Minister jaagt woningbouw verder aan

De bouw van voldoende woningen is topprioriteit voor het kabinet. Daarom zet het kabinet stevig in op het versnellen van de woningbouw. Minister Ollongren heeft nieuwe afspraken gemaakt met de provincies om de plancapaciteit waar nodig naar 130% te brengen tot 2030. Dit is van belang omdat gemaakte plannen soms ook sneuvelen of vertragen, 100% is dan niet voldoende. 130% is daarbij niet een doel op zich, maar een middel om een grotere zekerheid te krijgen dat de benodigde woningbouwproductie behaalt kan worden. Overleg met zeven van de twaalf provincies heeft nu al ruimte voor 150.000 extra woningen opgeleverd die tot 2030 gebouwd moeten worden. Overleg met de overige provincies vindt de komende weken plaats. Provincies worden ondersteund door het beschikbaar stellen van kennis en expertise op het gebied van planvorming en realisatie. Eerder maakte de minister al bekend 30 miljoen euro vrij te maken voor extra inzet van deze zogenoemde flexpools.

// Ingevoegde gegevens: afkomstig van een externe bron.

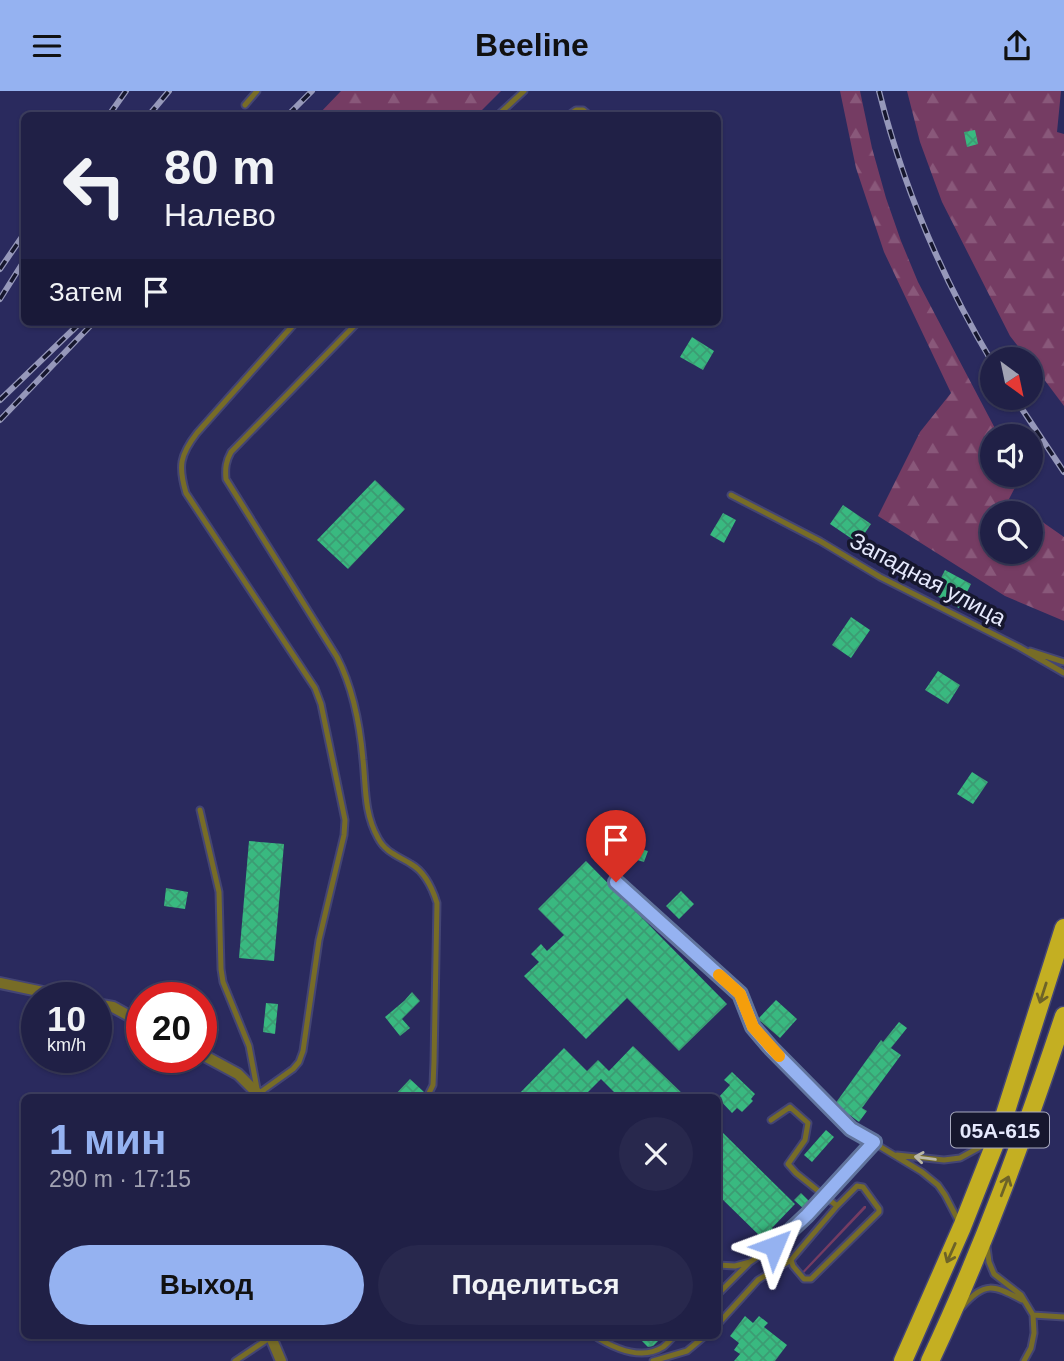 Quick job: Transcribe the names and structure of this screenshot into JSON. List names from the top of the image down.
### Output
{
  "streets": {
    "highway": ["05А-615"],
    "lane": ["Западная улица"]
  },
  "north": "bottom right",
  "page": {
    "header": "Beeline",
    "turn": ["80 m", "Налево"],
    "then": "Затем",
    "speed": "10 km/h",
    "limit": "20",
    "heading": ["1 мин", "290 m · 17:15"],
    "buttons": ["Выход", "Поделиться"]
  }
}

Minister Ollongren: “We hebben veel nieuwe woningen nodig. Zodat een prettig en betaalbaar huis voor iedereen mogelijk is. Daar werk ik elke dag hard aan. Door het versnellen van de bouw en ervoor te zorgen dat die huizen ook betaalbaar zijn. Daarvoor zijn ook harde afspraken nodig met provincies. Zij moeten er immers voor zorgen dat er voldoende realistische bouwplannen gemaakt worden. Tot 2030 wil ik dat er 845.000 woningen gebouwd worden.”

Versnelling

Deze afspraken komen bovenop onder andere de inzet van de woningbouwimpuls en de korting op de verhuurderheffing. De eerste projecten hebben in september een bijdrage toegewezen gekregen. Dit houdt de bouw in van 51.000 woningen, de tweede lichting projecten wordt in februari bekendgemaakt. Daarnaast heeft de minister afspraken met de woningbouwcorporaties gemaakt voor de bouw van 150.000 betaalbare huurwoningen de komende vijf jaar. In ruil krijgen de corporaties een fikse korting op de verhuurderheffing voor elk gebouwd huis. Met beide maatregelen is in totaal een investering van bijna 3 miljard euro gemoeid.

Meer gebiedsspecifiek zijn 14 grootschalige gebieden aangewezen waar het kabinet samen met de mede-overheden meer regie zal nemen om zo de woningbouw te stimuleren op die plekken waar de krapte het grootst is. In deze gebieden kunnen uiteindelijk circa 580.000 woningen worden gerealiseerd. Hiervoor zijn wel grote investeringen nodig in bijvoorbeeld de bereikbaarheid.

Wegnemen drempels

De stikstofproblematiek heeft de vergunningverlening in de weg gezeten. Door de bouw vrij te stellen van de natuurvergunningsplicht wordt deze belangrijke drempel weggenomen en kan de bouw weer doorbouwen. Het gaat dan om bouwactiviteiten in de sloop- en bouwfase, waarin emissies tijdelijk en beperkt zijn. Het kabinet heeft hiervoor 1 miljard euro gereserveerd tot 2030.

Leefbaarheid

Er wordt fors geïnvesteerd in leefbaarheid en duurzaamheid van kwetsbare gebieden. Woningbouw speelt ook in die aanpak een belangrijke rol door herstructurering van de slechtste delen van de woningvoorraad. Er zal geïnvesteerd worden in 16 stedelijke vernieuwingsgebieden en andere gebieden waar de leefbaarheid onder druk staat, met financiële middelen en het interbestuurlijke programma Leefbaarheid en Veiligheid. 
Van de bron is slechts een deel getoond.